Quando questo bollettino sarà nei nostri circoli saremo in piena fase congressuale. Sarà quindi utile ragionare sui temi dell’organizzazione, della costruzione del partito e assieme verificare lo stato del tesseramento.
I risultati (quelli che abbiamo a disposizione, non completi, vista una certa difficoltà a raccoglierli) ci dicono che la campagna di tesseramento, condotta, come quest’anno è avvenuto più che in passato, assieme all’iniziativa politica, dà i suoi frutti. La percentuale degli iscritti ai primi giorni di gennaio è infatti già al 26%. Non è un caso che più alta è la percentuale di tessere fatte dove si è dovuto “fare politica”, si sono tenute aperte le sedi, si è parlato con i compagni, le iscrizioni sono arrivate. Cosa vuol dire questo? Che quello del tesseramento non deve essere momento separato, che quando si fa politica con costanza occuparsi delle tessere è un fatto parallelo all’attività, non qualcosa che paralizza tutto il resto (lo stesso deve valere per il congresso che stiamo facendo). Tesseramento non separato dalla pratica politica dunque. Il che ci dice che tutta la pratica dell’organizzazione non debba essere intesa come elemento autonomo, indipendente dalla mobilitazione. Proprio per questo, le forme dell’organizzazione debbono essere costantemente ripensate in rapporto ai grandi mutamenti sociali e ai problemi di costruzione di una linea, non è possibile separare la ricerca sul partito di massa da una riflessione sulla crisi della democrazia moderna e sulle strategie di risposta, sulla stessa crisi delle forme in cui si è venuta organizzando la vita politica.
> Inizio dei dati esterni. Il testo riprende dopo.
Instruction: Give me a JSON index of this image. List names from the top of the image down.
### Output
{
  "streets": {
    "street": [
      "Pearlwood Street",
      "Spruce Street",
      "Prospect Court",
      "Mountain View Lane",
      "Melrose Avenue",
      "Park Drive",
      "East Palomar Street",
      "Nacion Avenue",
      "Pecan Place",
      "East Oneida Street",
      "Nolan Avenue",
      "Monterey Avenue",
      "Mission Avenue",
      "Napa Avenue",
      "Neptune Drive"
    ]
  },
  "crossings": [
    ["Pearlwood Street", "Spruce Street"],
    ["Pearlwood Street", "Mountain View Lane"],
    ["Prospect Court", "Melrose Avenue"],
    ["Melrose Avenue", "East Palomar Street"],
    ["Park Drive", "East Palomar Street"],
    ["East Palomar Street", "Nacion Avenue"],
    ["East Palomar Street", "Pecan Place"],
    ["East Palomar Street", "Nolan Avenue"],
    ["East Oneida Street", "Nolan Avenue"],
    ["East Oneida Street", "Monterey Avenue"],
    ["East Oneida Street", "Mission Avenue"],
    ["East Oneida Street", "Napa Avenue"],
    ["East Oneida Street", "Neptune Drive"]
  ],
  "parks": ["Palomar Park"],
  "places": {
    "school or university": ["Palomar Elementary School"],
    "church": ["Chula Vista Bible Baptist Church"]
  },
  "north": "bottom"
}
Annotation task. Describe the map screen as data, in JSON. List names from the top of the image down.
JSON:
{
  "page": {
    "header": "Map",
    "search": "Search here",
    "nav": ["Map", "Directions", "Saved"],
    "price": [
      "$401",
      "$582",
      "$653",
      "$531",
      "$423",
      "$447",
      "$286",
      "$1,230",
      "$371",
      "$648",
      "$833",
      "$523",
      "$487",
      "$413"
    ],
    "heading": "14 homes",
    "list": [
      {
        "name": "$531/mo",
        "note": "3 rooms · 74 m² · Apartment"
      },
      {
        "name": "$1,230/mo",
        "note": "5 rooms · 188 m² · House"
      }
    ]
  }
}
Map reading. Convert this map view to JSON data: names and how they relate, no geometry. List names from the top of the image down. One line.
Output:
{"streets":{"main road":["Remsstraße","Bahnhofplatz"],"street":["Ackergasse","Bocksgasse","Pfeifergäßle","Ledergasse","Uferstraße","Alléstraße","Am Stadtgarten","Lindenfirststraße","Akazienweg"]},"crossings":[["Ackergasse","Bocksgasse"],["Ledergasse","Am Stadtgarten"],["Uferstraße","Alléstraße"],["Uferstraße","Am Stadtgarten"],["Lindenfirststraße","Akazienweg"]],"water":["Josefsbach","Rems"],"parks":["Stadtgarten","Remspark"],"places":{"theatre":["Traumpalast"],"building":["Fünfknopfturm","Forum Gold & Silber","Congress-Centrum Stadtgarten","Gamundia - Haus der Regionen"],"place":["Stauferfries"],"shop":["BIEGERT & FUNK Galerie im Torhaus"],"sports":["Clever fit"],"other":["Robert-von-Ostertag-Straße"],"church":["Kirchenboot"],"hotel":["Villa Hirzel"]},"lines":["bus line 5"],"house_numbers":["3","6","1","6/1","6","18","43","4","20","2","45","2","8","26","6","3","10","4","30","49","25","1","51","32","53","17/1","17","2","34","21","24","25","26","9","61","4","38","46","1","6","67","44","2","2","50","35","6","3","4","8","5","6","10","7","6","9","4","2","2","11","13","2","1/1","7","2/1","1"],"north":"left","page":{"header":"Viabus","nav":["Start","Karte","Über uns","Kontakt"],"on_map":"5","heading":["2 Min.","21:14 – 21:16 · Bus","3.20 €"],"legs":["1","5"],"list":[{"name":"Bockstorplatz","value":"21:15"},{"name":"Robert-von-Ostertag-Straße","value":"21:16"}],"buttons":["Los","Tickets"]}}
Non c’è dubbio comunque che una nuova fase ed una maggiore consapevolezza ci impongono la sperimentazione di forme organizzative innovative. Partendo dalle differenze ed anzi facendo delle differenze (sociali, economiche, territoriali, di cultura, di insediamento) una ricchezza, si possono sperimentare circoli-doposcuola, circoli-di aggregazioni sociale, circoli-ambulatori, si può lavorare alla creazione di case dei lavori e case dei popoli così come le abbiamo pensate a Chianciano. Quello che proponiamo è l’inchiesta e la sperimentazione come modalità anche della innovazione organizzativa. Il metodo dell’inchiesta andrebbe utilizzato anche per garantirci una adeguata conoscenza dei problemi che sul territorio del circolo esistono e potrebbe fornire un insieme di motivi per rivendicazioni – su cui innestare movimenti reali – nei confronti anche dei vari poteri istituzionali.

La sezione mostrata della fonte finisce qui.